Explicit Relations of Some Variants of Convoluted Multiple Zeta Values

TL;DR

This paper explores explicit formulas and relations for convoluted variants of multiple zeta values and their level two analogs, using iterated integrals and extending known identities to new functions and representations.

Contribution

It introduces explicit formulas for convoluted multiple zeta values and their analogs, extending integral identities and graphical representations to these variants.

Findings

Derived explicit relations for convoluted MZVs and their alternating versions.

Extended integral-series identities to parametric MPLs and MMVs.

Generalized graphical representations to multiple-labeled posets.

Abstract

Kaneko and Yamamoto introduced a convoluted variant of multiple zeta values (MVZs) around 2016. In this paper, we will first establish some explicit formulas involving these values and their alternating version by using iterated integrals, which enable us to derive some explicit relations of the multiple polylogarithm (MPL) functions.
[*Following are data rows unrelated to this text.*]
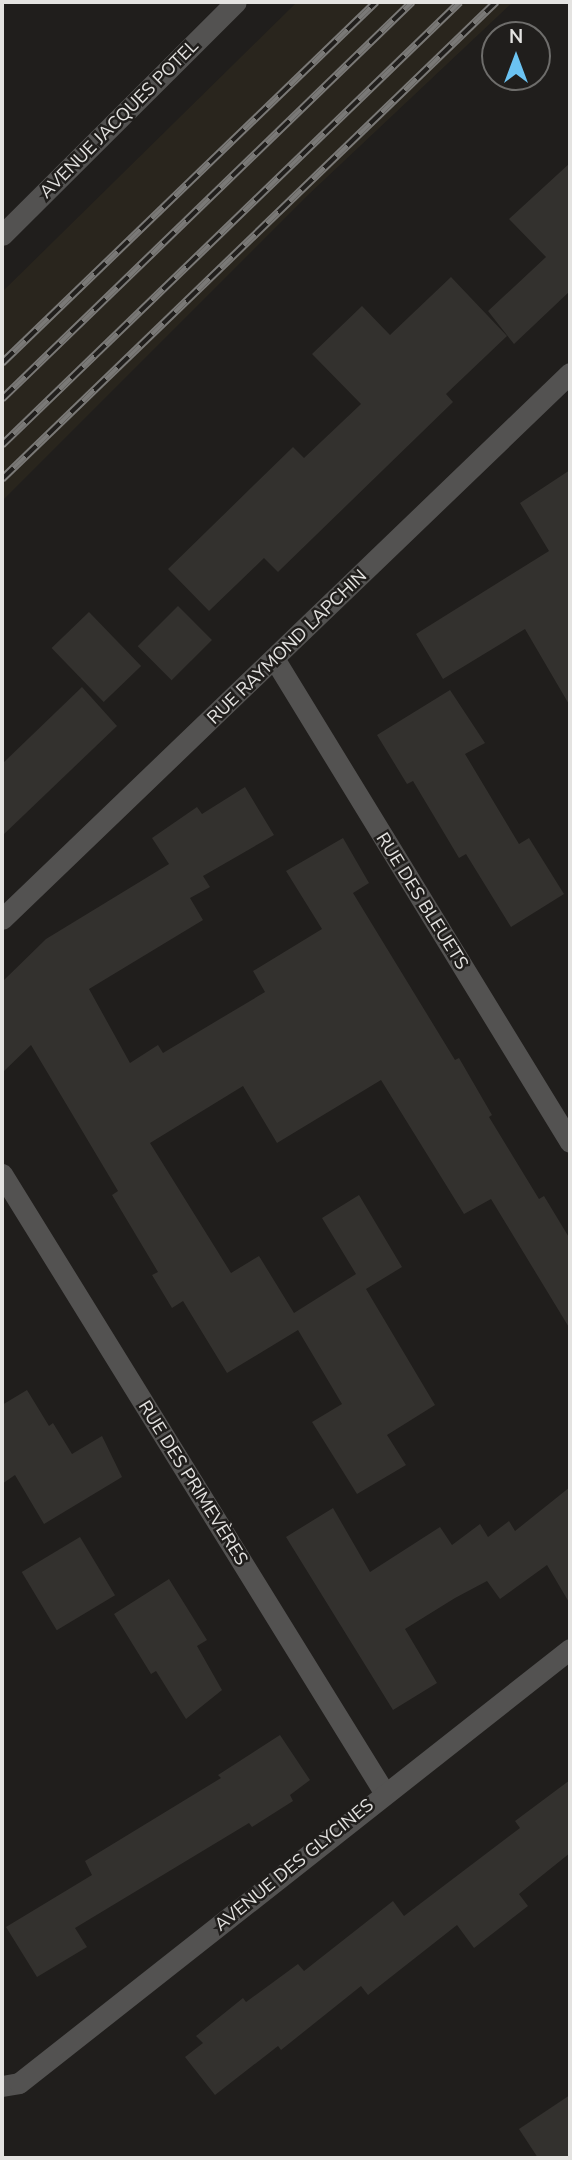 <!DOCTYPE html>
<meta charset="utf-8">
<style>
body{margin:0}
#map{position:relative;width:572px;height:2160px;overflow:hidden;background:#201e1c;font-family:"Nunito Sans",sans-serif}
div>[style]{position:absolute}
.built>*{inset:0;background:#29251d}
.building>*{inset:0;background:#33312e;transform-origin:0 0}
.street>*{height:21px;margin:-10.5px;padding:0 10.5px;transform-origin:10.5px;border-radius:10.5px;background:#535251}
.rail>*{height:8px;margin-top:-4px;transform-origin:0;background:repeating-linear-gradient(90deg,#201e1c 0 16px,#7a7977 0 32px);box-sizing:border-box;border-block:2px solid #7a7977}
span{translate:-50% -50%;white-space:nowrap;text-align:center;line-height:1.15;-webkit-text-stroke:5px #201e1c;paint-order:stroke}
.street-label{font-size:18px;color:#e4e3e1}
.frame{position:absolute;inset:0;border:4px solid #e4e3e1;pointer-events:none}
.north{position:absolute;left:481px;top:21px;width:70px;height:70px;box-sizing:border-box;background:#201e1c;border:2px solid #6e6d6b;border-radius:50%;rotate:0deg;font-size:19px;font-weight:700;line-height:28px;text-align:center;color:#e4e3e1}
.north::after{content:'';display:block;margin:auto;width:24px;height:32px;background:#6bc3f2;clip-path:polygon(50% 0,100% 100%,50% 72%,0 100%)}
</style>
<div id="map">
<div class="built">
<i style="clip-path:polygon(297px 2px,513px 2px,307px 196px,2px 501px,2px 292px)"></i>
</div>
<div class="building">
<i style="clip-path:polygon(570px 163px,570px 291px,514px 344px,488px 311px,546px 257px,509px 219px)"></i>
<i style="clip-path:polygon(451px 277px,507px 336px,446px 394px,453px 402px,278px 572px,264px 558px,209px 611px,168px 569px,293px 447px,304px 458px,361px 404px,312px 354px,362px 306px,390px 335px)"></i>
<i style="clip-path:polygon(570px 470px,570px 706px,525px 629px,443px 679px,416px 634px,549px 551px,520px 503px)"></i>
<i style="left:178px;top:606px;width:48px;height:57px;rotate:45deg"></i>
<i style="left:89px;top:612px;width:75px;height:52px;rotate:46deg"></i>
<i style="clip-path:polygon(82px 687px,117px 726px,2px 836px,2px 764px)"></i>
<i style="clip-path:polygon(450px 690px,485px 743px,465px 754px,519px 844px,529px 838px,564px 894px,511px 927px,466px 854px,459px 858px,413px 781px,407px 784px,377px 735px)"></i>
<i style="clip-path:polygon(245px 787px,274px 835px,203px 876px,210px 887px,190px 898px,203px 920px,89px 989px,130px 1063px,158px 1045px,163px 1053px,265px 992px,253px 971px,322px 929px,286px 871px,343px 838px,369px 883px,353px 893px,455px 1060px,459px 1058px,492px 1115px,489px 1117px,539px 1199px,544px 1196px,570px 1239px,570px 1329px,491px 1199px,464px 1214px,381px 1080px,277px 1143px,243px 1086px,150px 1143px,231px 1273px,259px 1256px,294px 1313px,356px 1274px,322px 1218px,359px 1195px,402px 1267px,366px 1289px,435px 1405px,387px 1435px,406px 1465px,357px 1494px,312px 1422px,342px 1404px,298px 1330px,227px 1373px,183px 1301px,172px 1308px,152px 1275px,158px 1272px,112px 1195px,118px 1191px,31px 1045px,2px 1073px,2px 982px,46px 939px,169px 864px,152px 838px,197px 807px,202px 814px)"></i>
<i style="clip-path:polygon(27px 1390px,49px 1426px,53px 1423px,72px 1454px,102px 1436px,122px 1477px,44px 1524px,15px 1475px,2px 1484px,2px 1405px)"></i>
<i style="clip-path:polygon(570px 1487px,570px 1604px,547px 1565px,500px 1599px,487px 1581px,455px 1598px,405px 1629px,437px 1683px,393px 1710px,286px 1537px,333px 1508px,370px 1572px,440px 1527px,452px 1545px,480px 1524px,488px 1537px,509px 1521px,515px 1531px)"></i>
<i style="left:80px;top:1537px;width:68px;height:68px;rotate:59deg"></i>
<i style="clip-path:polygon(169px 1579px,207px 1640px,197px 1646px,222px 1690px,186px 1719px,156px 1671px,151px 1674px,114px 1614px)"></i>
<i style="clip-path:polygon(280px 1735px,310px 1780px,290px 1795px,293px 1801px,252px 1827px,249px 1823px,75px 1928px,87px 1947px,37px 1977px,6px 1927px,92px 1875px,85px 1861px,221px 1778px,218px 1775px)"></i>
<i style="clip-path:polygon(570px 1780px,570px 1853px,519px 1894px,528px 1906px,474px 1948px,457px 1925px,368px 1995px,361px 1986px,281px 2050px,278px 2046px,215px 2095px,185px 2057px,203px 2043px,196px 2036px,243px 1998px,246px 2002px,298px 1964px,304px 1971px,393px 1901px,404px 1916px,520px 1828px,515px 1821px)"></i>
<i style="clip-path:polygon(570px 2095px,570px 2158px,538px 2158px,519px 2129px)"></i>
</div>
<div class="street">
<i style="left:2px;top:235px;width:330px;rotate:-44.9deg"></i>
<i style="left:275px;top:660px;width:565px;rotate:58.53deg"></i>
<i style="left:2px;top:919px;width:788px;rotate:-43.87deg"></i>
<i style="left:2px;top:1174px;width:727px;rotate:58.28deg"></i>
<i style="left:2px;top:2086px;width:17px;rotate:-10deg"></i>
<i style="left:19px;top:2083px;width:701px;rotate:-38.23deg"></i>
</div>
<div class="rail">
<i style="left:2px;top:363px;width:520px;rotate:-43.99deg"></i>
<i style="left:2px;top:399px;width:571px;rotate:-44.08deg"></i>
<i style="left:2px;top:445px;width:637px;rotate:-44.05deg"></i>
<i style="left:2px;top:479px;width:687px;rotate:-44deg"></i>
</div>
<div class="street-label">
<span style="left:119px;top:119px;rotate:-45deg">AVENUE JACQUES POTEL</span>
<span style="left:287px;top:647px;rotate:-44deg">RUE RAYMOND LAPCHIN</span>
<span style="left:422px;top:901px;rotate:58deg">RUE DES BLEUETS</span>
<span style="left:193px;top:1483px;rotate:58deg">RUE DES PRIMEVÈRES</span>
<span style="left:294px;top:1865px;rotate:-39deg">AVENUE DES GLYCINES</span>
</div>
<div class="frame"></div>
<div class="north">N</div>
</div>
Next, we define convoluted multiple $t$-values and multiple mixed values (MMVs) as level two analogs of convoluted MZVs, and, similar to convoluted MZVs, use iterated integrals to find some relations of these level two analogs. We will then consider the parametric MPLs and the parametric multiple harmonic (star) sums, and extend the Kaneko-Yamamoto's "integral-series" identity of MZVs to MPLs and MMVs. Finally, we will study multiple integrals of MPLs and MMVs by generalizing Yamamoto's graphical representations to multiple-labeled posets.